Segment Start: Material to process

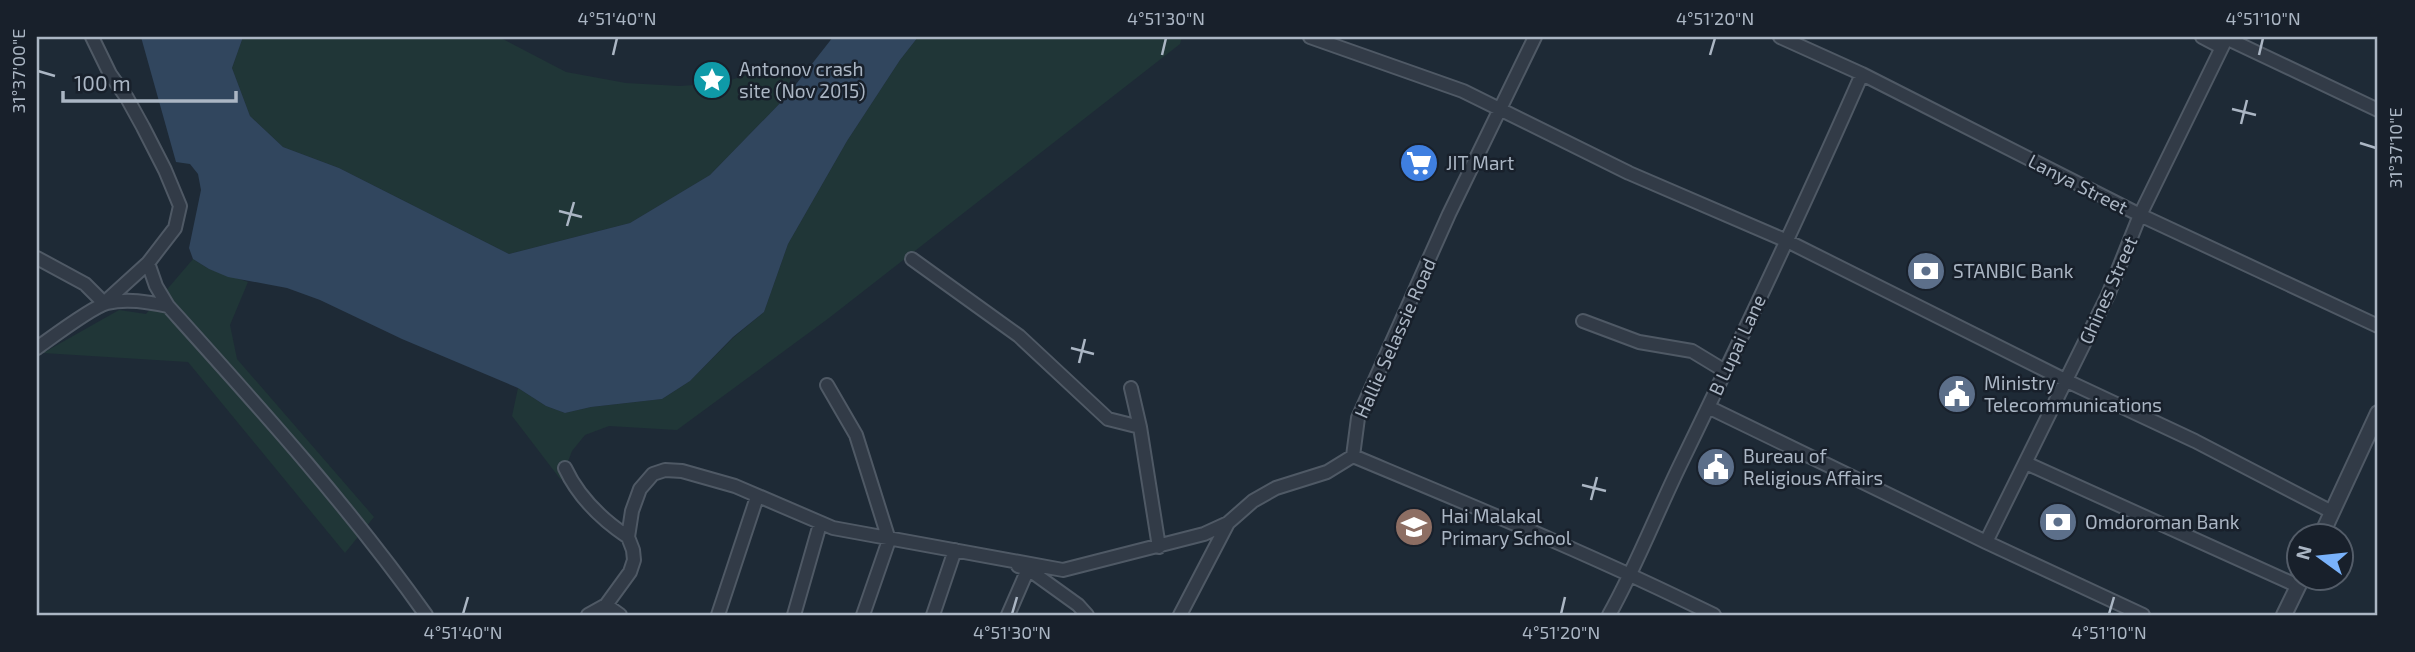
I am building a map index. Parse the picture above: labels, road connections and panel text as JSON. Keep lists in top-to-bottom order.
{
  "streets": {
    "street": [
      "Lanya Street",
      "Ghines Street",
      "Hallie Selassie Road",
      "B Lupai Lane"
    ]
  },
  "crossings": [
    ["Lanya Street", "Ghines Street"],
    ["Lanya Street", "B Lupai Lane"]
  ],
  "places": {
    "place": ["Antonov crash site (Nov 2015)"],
    "supermarket": ["JIT Mart"],
    "bank": ["STANBIC Bank", "Omdoroman Bank"],
    "public building": ["Ministry Telecommunications", "Bureau of Religious Affairs"],
    "school or university": ["Hai Malakal Primary School"]
  },
  "scale_bar": "100 m",
  "north": "left",
  "coordinates": [
    "4°51'40\"N",
    "4°51'30\"N",
    "4°51'20\"N",
    "4°51'10\"N",
    "31°37'00\"E",
    "31°37'10\"E"
  ]
}
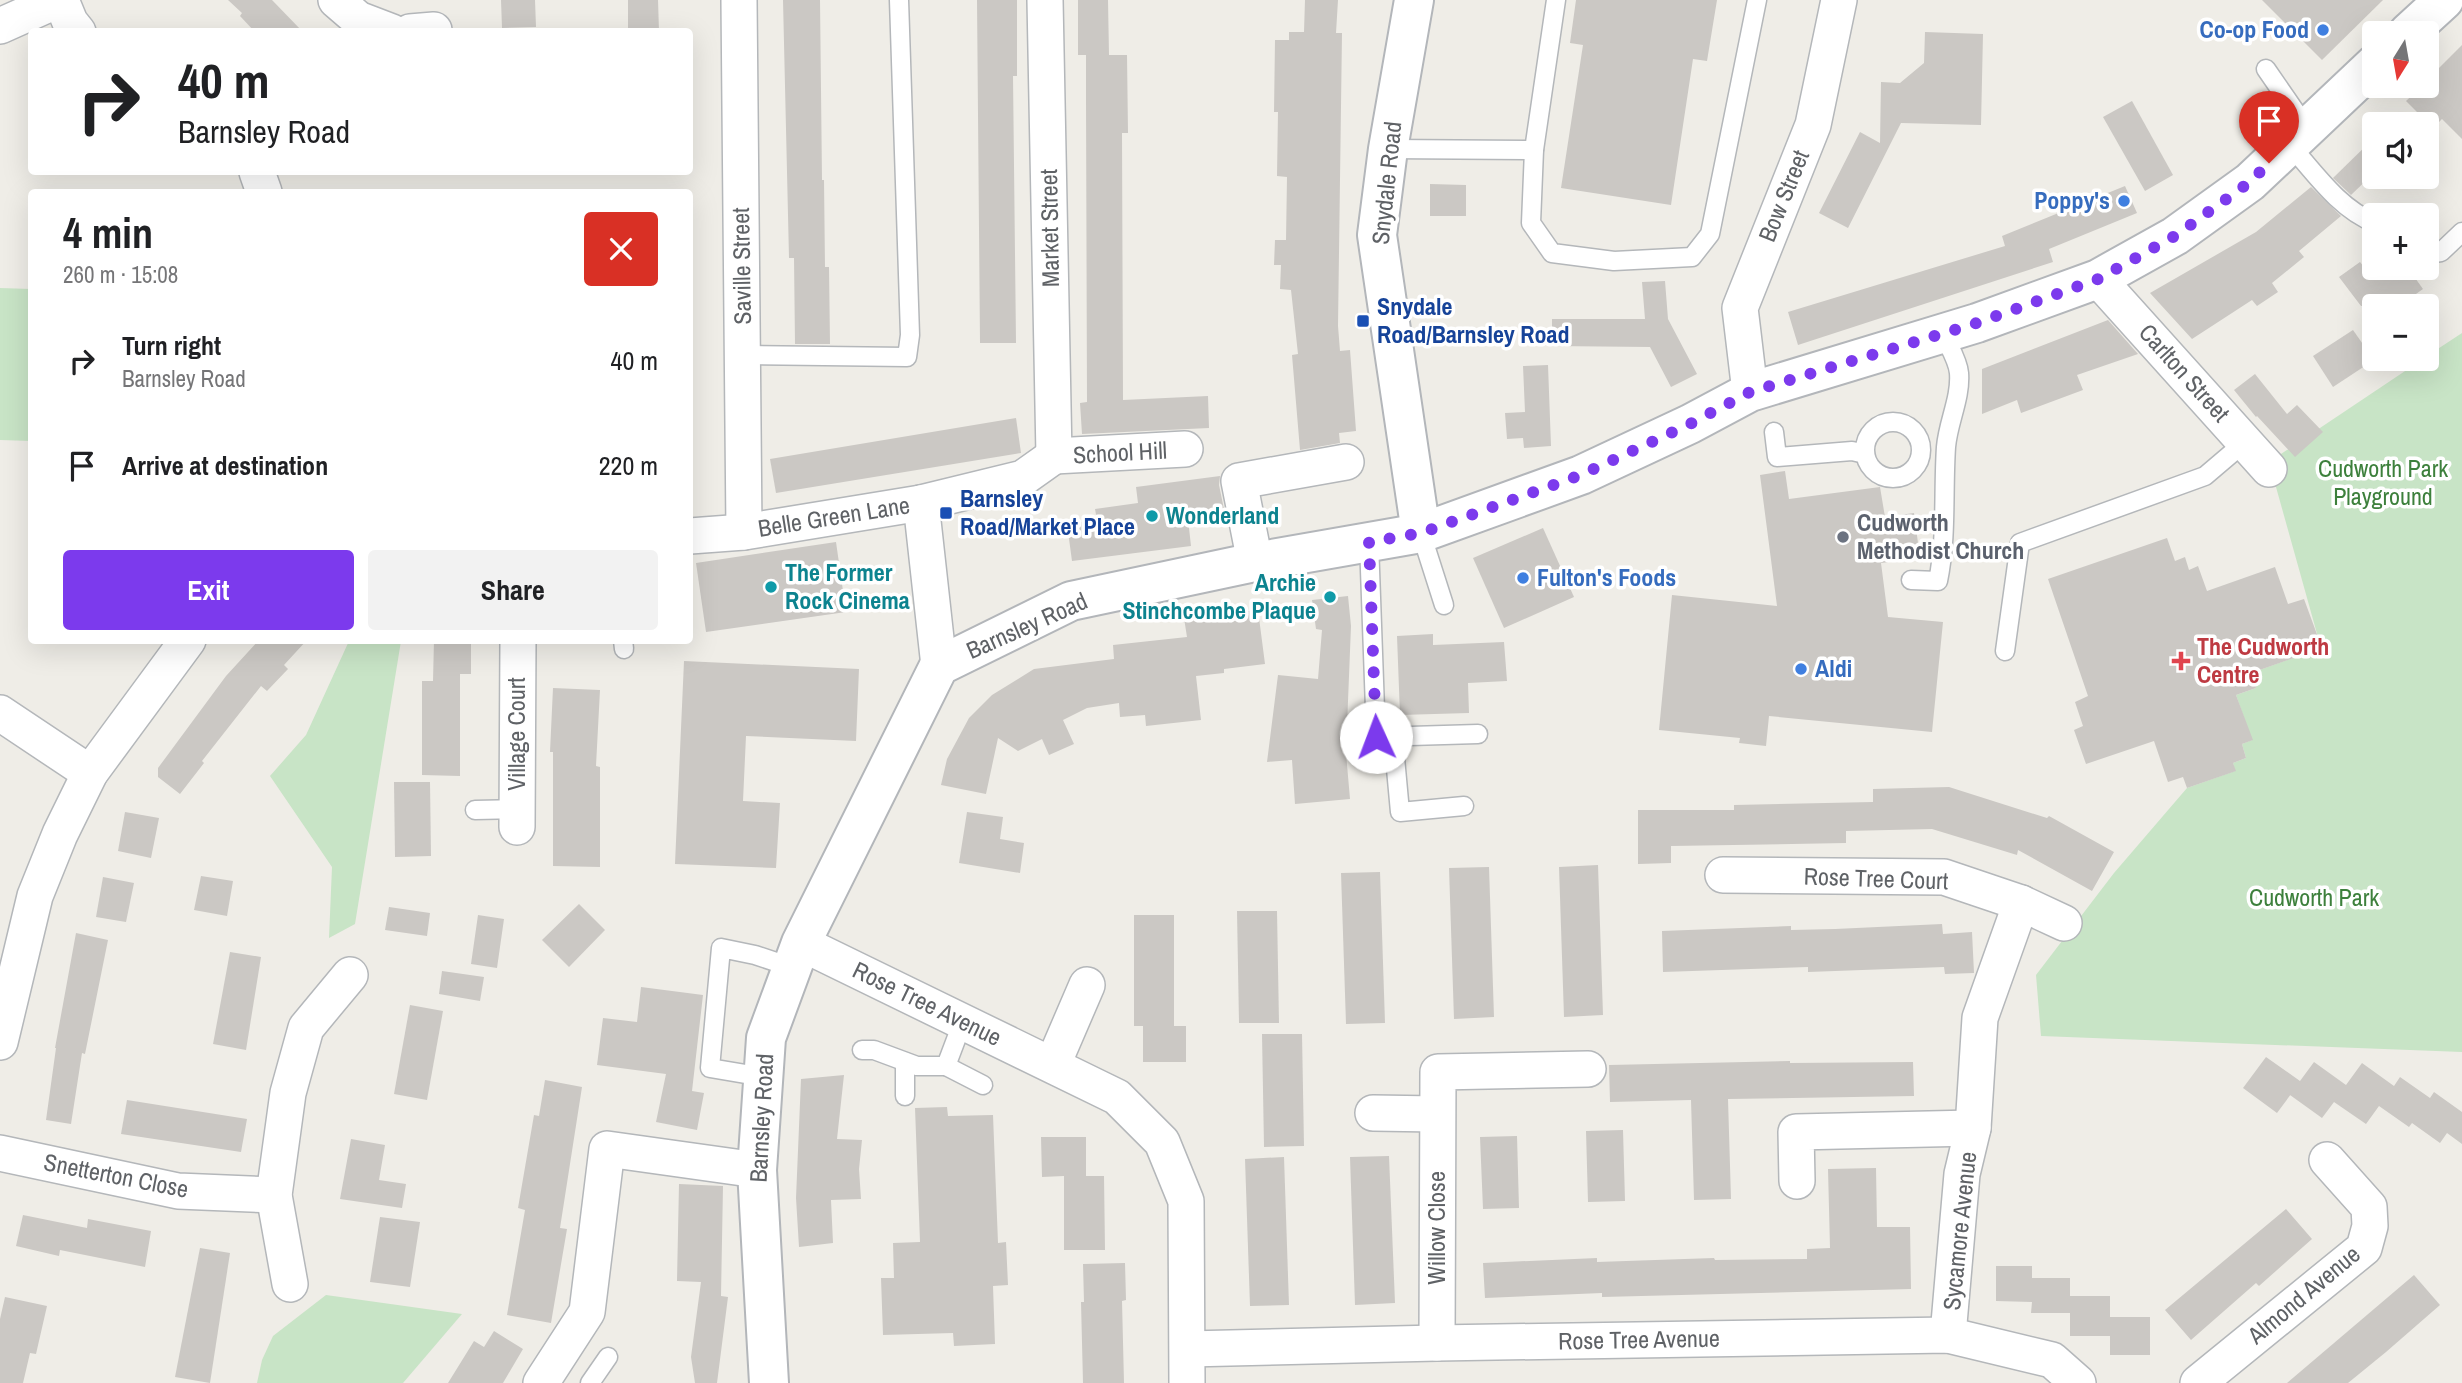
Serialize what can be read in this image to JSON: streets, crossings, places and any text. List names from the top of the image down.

Segment End: Material to process

Reproduce all the entries above exactly. Include no images.

» **Answer to this exercise**
I am building a map index. Parse the picture above: labels, road connections and panel text as JSON. Keep lists in top-to-bottom order.
{
  "streets": {
    "street": [
      "Lanya Street",
      "Ghines Street",
      "Hallie Selassie Road",
      "B Lupai Lane"
    ]
  },
  "crossings": [
    ["Lanya Street", "Ghines Street"],
    ["Lanya Street", "B Lupai Lane"]
  ],
  "places": {
    "place": ["Antonov crash site (Nov 2015)"],
    "supermarket": ["JIT Mart"],
    "bank": ["STANBIC Bank", "Omdoroman Bank"],
    "public building": ["Ministry Telecommunications", "Bureau of Religious Affairs"],
    "school or university": ["Hai Malakal Primary School"]
  },
  "scale_bar": "100 m",
  "north": "left",
  "coordinates": [
    "4°51'40\"N",
    "4°51'30\"N",
    "4°51'20\"N",
    "4°51'10\"N",
    "31°37'00\"E",
    "31°37'10\"E"
  ]
}
Serialize what can be read in this image to JSON: streets, crossings, places and any text. List names from the top of the image down.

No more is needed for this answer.